Collected data entries
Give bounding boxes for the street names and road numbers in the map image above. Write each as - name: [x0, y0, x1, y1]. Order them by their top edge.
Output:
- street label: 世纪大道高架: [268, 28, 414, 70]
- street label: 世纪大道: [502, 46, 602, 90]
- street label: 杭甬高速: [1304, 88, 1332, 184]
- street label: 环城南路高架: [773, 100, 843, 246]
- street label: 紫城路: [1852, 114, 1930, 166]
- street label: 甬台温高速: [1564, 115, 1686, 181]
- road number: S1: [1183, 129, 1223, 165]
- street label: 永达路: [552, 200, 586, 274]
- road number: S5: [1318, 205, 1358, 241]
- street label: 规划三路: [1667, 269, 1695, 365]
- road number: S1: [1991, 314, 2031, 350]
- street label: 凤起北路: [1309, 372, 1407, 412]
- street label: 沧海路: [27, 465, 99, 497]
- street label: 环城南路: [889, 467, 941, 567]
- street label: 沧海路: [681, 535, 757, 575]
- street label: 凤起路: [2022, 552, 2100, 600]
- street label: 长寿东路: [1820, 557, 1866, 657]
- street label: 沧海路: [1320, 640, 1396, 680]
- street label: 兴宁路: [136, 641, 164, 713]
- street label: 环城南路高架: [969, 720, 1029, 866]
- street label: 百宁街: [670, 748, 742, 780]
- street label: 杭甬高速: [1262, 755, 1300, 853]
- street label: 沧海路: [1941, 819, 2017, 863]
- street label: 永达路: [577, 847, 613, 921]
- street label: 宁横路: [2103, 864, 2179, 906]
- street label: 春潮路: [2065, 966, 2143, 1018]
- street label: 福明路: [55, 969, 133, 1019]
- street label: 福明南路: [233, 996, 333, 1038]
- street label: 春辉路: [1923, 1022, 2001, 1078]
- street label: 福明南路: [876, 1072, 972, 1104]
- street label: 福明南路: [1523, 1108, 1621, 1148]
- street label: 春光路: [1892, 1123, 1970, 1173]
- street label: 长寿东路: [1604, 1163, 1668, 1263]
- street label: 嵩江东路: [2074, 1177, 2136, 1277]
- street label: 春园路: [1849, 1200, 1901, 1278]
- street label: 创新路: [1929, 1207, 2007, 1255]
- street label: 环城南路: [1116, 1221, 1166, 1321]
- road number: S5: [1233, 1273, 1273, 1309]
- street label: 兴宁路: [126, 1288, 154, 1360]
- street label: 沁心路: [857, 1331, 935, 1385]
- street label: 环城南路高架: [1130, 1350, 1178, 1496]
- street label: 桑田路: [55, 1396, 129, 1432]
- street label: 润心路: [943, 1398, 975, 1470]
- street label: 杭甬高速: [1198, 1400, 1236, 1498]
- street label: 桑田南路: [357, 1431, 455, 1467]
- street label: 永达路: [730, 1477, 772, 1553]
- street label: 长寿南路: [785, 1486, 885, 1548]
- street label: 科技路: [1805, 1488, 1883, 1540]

▶ Problem
Every record above is to be transcribed exactly.

▶ Result of the exercise
Give bounding boxes for the street names and road numbers in the map image above. Write each as - name: [x0, y0, x1, y1]. Order them by their top edge.
Output:
- street label: 世纪大道高架: [268, 28, 414, 70]
- street label: 世纪大道: [502, 46, 602, 90]
- street label: 杭甬高速: [1304, 88, 1332, 184]
- street label: 环城南路高架: [773, 100, 843, 246]
- street label: 紫城路: [1852, 114, 1930, 166]
- street label: 甬台温高速: [1564, 115, 1686, 181]
- road number: S1: [1183, 129, 1223, 165]
- street label: 永达路: [552, 200, 586, 274]
- road number: S5: [1318, 205, 1358, 241]
- street label: 规划三路: [1667, 269, 1695, 365]
- road number: S1: [1991, 314, 2031, 350]
- street label: 凤起北路: [1309, 372, 1407, 412]
- street label: 沧海路: [27, 465, 99, 497]
- street label: 环城南路: [889, 467, 941, 567]
- street label: 沧海路: [681, 535, 757, 575]
- street label: 凤起路: [2022, 552, 2100, 600]
- street label: 长寿东路: [1820, 557, 1866, 657]
- street label: 沧海路: [1320, 640, 1396, 680]
- street label: 兴宁路: [136, 641, 164, 713]
- street label: 环城南路高架: [969, 720, 1029, 866]
- street label: 百宁街: [670, 748, 742, 780]
- street label: 杭甬高速: [1262, 755, 1300, 853]
- street label: 沧海路: [1941, 819, 2017, 863]
- street label: 永达路: [577, 847, 613, 921]
- street label: 宁横路: [2103, 864, 2179, 906]
- street label: 春潮路: [2065, 966, 2143, 1018]
- street label: 福明路: [55, 969, 133, 1019]
- street label: 福明南路: [233, 996, 333, 1038]
- street label: 春辉路: [1923, 1022, 2001, 1078]
- street label: 福明南路: [876, 1072, 972, 1104]
- street label: 福明南路: [1523, 1108, 1621, 1148]
- street label: 春光路: [1892, 1123, 1970, 1173]
- street label: 长寿东路: [1604, 1163, 1668, 1263]
- street label: 嵩江东路: [2074, 1177, 2136, 1277]
- street label: 春园路: [1849, 1200, 1901, 1278]
- street label: 创新路: [1929, 1207, 2007, 1255]
- street label: 环城南路: [1116, 1221, 1166, 1321]
- road number: S5: [1233, 1273, 1273, 1309]
- street label: 兴宁路: [126, 1288, 154, 1360]
- street label: 沁心路: [857, 1331, 935, 1385]
- street label: 环城南路高架: [1130, 1350, 1178, 1496]
- street label: 桑田路: [55, 1396, 129, 1432]
- street label: 润心路: [943, 1398, 975, 1470]
- street label: 杭甬高速: [1198, 1400, 1236, 1498]
- street label: 桑田南路: [357, 1431, 455, 1467]
- street label: 永达路: [730, 1477, 772, 1553]
- street label: 长寿南路: [785, 1486, 885, 1548]
- street label: 科技路: [1805, 1488, 1883, 1540]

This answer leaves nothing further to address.